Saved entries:
■ ■ ■ ■ ■

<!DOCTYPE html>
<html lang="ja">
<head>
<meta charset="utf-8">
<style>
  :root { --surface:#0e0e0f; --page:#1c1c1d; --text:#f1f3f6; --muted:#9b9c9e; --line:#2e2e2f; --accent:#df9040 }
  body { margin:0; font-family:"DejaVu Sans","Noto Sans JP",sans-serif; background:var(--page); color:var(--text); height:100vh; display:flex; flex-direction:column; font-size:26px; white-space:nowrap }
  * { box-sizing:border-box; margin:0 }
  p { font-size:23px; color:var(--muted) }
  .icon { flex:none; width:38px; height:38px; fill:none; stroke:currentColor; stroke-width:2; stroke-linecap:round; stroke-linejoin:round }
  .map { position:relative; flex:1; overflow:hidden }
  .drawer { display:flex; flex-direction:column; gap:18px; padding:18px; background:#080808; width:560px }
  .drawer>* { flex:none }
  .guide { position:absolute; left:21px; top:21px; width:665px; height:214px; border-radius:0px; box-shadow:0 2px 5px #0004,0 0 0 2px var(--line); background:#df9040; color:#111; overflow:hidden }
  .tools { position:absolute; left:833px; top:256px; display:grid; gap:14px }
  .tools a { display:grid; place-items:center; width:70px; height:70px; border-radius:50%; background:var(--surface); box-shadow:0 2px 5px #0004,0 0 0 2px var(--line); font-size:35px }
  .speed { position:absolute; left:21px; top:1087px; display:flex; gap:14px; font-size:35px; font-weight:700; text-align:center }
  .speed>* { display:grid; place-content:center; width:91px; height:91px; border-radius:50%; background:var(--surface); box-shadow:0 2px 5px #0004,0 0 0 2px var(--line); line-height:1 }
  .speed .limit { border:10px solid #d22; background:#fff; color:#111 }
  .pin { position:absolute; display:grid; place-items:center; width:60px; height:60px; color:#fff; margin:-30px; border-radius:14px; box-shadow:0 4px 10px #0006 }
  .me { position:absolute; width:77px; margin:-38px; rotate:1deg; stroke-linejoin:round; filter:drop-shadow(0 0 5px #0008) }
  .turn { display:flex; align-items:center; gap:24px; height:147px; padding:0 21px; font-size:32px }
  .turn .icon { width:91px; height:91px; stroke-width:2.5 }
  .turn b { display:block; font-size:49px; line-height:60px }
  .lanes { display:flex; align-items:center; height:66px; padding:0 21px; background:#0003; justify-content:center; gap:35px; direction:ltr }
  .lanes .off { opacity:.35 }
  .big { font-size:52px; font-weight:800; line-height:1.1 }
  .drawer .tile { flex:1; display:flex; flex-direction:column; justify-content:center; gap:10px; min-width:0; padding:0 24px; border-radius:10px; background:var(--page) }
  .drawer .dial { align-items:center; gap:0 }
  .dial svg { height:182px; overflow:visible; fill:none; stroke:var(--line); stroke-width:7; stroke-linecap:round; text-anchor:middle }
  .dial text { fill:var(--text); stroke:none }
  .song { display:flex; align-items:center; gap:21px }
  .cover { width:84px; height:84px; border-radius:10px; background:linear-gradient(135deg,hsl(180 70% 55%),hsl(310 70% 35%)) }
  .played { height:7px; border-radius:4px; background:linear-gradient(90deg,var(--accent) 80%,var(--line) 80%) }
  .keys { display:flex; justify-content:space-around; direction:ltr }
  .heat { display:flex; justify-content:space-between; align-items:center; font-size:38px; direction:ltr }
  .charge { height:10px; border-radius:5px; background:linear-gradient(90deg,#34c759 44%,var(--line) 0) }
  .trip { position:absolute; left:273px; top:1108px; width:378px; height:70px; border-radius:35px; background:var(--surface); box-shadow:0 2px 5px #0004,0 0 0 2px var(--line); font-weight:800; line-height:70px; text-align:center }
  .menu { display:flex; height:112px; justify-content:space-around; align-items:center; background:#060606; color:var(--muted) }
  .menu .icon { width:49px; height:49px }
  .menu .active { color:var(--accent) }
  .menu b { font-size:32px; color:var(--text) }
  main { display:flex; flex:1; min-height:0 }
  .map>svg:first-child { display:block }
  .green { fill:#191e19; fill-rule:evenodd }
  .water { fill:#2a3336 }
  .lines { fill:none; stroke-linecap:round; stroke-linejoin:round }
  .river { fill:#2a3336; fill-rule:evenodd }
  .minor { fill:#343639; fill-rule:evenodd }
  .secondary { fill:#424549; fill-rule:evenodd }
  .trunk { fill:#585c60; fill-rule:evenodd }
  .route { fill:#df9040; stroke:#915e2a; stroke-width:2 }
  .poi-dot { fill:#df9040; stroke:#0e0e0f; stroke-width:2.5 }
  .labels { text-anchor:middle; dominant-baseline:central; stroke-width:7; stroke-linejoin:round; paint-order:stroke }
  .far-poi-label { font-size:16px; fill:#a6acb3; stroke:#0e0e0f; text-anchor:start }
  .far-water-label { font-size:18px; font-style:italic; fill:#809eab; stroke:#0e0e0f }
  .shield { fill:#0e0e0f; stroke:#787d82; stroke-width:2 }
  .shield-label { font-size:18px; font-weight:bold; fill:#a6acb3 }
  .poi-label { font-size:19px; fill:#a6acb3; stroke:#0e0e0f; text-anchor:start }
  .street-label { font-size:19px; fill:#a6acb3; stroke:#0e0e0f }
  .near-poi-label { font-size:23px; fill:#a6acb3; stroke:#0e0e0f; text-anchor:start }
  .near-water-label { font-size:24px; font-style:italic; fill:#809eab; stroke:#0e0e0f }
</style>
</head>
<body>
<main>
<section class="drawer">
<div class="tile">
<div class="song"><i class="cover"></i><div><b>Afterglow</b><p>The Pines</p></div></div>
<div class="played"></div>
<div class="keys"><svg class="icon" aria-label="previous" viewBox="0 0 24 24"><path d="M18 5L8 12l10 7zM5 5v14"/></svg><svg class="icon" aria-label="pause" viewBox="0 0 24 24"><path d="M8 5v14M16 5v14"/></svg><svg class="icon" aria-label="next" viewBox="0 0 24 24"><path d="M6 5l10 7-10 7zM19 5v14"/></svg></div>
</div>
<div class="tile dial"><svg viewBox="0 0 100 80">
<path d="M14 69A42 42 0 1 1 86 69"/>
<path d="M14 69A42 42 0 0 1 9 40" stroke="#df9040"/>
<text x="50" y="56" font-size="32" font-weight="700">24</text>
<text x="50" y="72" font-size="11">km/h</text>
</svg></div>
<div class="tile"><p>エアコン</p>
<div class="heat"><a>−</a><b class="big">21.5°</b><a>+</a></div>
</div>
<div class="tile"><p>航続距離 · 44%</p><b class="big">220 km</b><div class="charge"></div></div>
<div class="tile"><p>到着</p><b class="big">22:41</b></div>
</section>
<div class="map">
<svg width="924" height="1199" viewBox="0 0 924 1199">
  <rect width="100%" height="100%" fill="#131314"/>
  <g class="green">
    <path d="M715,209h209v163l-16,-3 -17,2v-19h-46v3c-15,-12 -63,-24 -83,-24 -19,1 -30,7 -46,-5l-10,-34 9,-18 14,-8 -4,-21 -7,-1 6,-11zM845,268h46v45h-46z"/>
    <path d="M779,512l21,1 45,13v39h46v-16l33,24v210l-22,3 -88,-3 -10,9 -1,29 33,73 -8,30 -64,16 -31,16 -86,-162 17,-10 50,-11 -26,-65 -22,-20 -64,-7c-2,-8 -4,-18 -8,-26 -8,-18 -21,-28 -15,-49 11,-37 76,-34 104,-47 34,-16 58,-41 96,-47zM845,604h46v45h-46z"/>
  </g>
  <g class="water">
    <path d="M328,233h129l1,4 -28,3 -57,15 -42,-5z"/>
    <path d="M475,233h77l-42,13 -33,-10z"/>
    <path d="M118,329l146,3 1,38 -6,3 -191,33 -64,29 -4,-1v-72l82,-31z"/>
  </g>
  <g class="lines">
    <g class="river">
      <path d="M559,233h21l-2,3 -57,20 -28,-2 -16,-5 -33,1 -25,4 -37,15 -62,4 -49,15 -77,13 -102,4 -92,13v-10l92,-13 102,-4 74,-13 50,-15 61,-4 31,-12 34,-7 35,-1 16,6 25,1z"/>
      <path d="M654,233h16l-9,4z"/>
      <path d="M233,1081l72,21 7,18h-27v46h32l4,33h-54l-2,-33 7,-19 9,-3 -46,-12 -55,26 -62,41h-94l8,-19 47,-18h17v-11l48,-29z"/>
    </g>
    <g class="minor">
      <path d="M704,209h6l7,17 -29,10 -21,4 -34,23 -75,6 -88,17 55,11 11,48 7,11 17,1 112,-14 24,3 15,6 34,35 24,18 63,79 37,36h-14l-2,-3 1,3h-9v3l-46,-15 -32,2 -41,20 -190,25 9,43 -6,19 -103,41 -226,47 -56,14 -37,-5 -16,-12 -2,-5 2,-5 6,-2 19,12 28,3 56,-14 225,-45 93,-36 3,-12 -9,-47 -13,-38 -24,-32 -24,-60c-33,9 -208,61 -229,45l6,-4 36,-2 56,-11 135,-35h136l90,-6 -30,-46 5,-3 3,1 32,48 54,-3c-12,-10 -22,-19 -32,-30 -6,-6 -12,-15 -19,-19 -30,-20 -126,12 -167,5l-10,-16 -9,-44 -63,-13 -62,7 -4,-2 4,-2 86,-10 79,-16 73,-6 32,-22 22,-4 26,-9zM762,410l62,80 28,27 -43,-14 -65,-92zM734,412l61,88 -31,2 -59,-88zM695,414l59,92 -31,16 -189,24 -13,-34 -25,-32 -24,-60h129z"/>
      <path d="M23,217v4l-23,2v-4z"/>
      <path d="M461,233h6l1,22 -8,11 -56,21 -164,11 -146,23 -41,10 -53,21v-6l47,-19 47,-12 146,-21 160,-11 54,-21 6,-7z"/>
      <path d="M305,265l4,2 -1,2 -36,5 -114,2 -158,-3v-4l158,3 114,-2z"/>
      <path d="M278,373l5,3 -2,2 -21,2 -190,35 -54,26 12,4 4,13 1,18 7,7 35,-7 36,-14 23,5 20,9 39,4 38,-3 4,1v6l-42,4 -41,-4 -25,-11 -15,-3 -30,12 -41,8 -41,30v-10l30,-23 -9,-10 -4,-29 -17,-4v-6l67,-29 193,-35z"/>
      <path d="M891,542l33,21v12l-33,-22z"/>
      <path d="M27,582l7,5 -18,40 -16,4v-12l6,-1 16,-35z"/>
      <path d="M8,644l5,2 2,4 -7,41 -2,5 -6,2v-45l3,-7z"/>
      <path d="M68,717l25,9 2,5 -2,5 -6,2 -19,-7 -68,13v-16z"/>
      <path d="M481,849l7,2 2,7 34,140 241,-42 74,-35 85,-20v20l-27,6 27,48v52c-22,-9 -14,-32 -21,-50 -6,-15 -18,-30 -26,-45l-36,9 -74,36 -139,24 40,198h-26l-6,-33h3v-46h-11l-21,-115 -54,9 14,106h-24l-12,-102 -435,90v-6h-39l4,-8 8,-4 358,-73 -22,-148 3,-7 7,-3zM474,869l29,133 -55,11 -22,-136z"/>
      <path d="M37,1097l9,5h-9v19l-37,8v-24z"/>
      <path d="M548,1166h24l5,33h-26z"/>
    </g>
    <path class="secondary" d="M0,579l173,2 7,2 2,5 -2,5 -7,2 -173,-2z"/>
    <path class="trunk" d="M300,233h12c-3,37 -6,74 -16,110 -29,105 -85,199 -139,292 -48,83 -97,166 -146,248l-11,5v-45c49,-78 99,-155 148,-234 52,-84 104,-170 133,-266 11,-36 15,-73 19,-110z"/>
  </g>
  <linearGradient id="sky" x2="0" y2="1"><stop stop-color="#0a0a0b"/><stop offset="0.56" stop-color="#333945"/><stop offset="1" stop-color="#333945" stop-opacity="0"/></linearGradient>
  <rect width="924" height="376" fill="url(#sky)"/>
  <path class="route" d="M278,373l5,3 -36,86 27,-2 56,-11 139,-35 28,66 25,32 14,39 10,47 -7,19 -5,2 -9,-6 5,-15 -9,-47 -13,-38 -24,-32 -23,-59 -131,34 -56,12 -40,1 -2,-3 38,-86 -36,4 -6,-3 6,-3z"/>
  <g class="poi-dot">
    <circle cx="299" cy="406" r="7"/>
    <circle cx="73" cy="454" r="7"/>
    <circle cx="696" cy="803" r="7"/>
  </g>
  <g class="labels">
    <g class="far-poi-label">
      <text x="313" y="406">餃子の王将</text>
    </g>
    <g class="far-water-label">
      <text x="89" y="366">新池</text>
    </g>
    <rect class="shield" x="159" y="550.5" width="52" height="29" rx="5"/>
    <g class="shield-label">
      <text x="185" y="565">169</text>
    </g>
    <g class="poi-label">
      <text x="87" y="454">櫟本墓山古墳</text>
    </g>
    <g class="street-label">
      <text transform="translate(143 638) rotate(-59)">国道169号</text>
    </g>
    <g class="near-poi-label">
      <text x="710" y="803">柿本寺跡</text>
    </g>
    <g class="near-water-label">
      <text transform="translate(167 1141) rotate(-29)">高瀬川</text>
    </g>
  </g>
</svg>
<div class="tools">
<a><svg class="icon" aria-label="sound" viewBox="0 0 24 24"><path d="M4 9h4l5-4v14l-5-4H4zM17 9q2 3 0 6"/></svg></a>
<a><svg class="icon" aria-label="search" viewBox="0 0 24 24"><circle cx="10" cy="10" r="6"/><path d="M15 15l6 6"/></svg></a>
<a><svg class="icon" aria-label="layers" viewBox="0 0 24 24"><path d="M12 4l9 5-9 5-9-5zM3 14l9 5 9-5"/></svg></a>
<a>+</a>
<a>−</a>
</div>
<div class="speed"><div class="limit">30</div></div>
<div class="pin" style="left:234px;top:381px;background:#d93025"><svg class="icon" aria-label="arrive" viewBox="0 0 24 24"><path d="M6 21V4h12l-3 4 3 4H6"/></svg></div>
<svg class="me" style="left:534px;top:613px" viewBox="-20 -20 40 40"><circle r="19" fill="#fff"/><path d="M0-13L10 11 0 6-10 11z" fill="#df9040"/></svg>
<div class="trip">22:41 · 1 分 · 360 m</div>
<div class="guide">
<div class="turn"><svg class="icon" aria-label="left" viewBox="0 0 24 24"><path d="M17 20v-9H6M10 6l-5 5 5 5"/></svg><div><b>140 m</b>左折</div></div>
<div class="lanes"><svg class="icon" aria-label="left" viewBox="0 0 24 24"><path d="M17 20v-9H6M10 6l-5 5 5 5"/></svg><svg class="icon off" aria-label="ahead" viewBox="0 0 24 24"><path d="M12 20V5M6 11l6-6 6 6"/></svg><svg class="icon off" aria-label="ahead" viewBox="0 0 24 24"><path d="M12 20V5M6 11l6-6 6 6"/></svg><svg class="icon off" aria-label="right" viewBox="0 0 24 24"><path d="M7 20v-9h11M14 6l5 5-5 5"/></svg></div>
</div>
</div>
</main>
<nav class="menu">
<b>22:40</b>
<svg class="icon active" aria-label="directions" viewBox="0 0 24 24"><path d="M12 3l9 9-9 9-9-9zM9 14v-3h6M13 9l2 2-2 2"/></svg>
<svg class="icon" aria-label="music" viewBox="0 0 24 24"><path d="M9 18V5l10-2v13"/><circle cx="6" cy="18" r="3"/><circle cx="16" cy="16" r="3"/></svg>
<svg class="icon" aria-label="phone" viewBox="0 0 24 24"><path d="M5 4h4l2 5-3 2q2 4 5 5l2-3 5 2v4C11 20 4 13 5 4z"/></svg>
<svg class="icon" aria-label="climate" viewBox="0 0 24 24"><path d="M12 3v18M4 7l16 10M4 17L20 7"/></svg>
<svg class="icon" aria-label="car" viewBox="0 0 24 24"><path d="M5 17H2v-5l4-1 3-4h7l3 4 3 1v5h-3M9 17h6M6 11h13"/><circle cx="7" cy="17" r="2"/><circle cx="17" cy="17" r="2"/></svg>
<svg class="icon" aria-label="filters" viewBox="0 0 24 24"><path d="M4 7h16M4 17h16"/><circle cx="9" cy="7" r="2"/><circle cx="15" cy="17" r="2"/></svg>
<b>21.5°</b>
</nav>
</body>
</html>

■ ■ ■ ■ ■

Find every line above where the word "limit" occurs, and copy that line.

Result for this task:
  .speed .limit { border:10px solid #d22; background:#fff; color:#111 }
<div class="speed"><div class="limit">30</div></div>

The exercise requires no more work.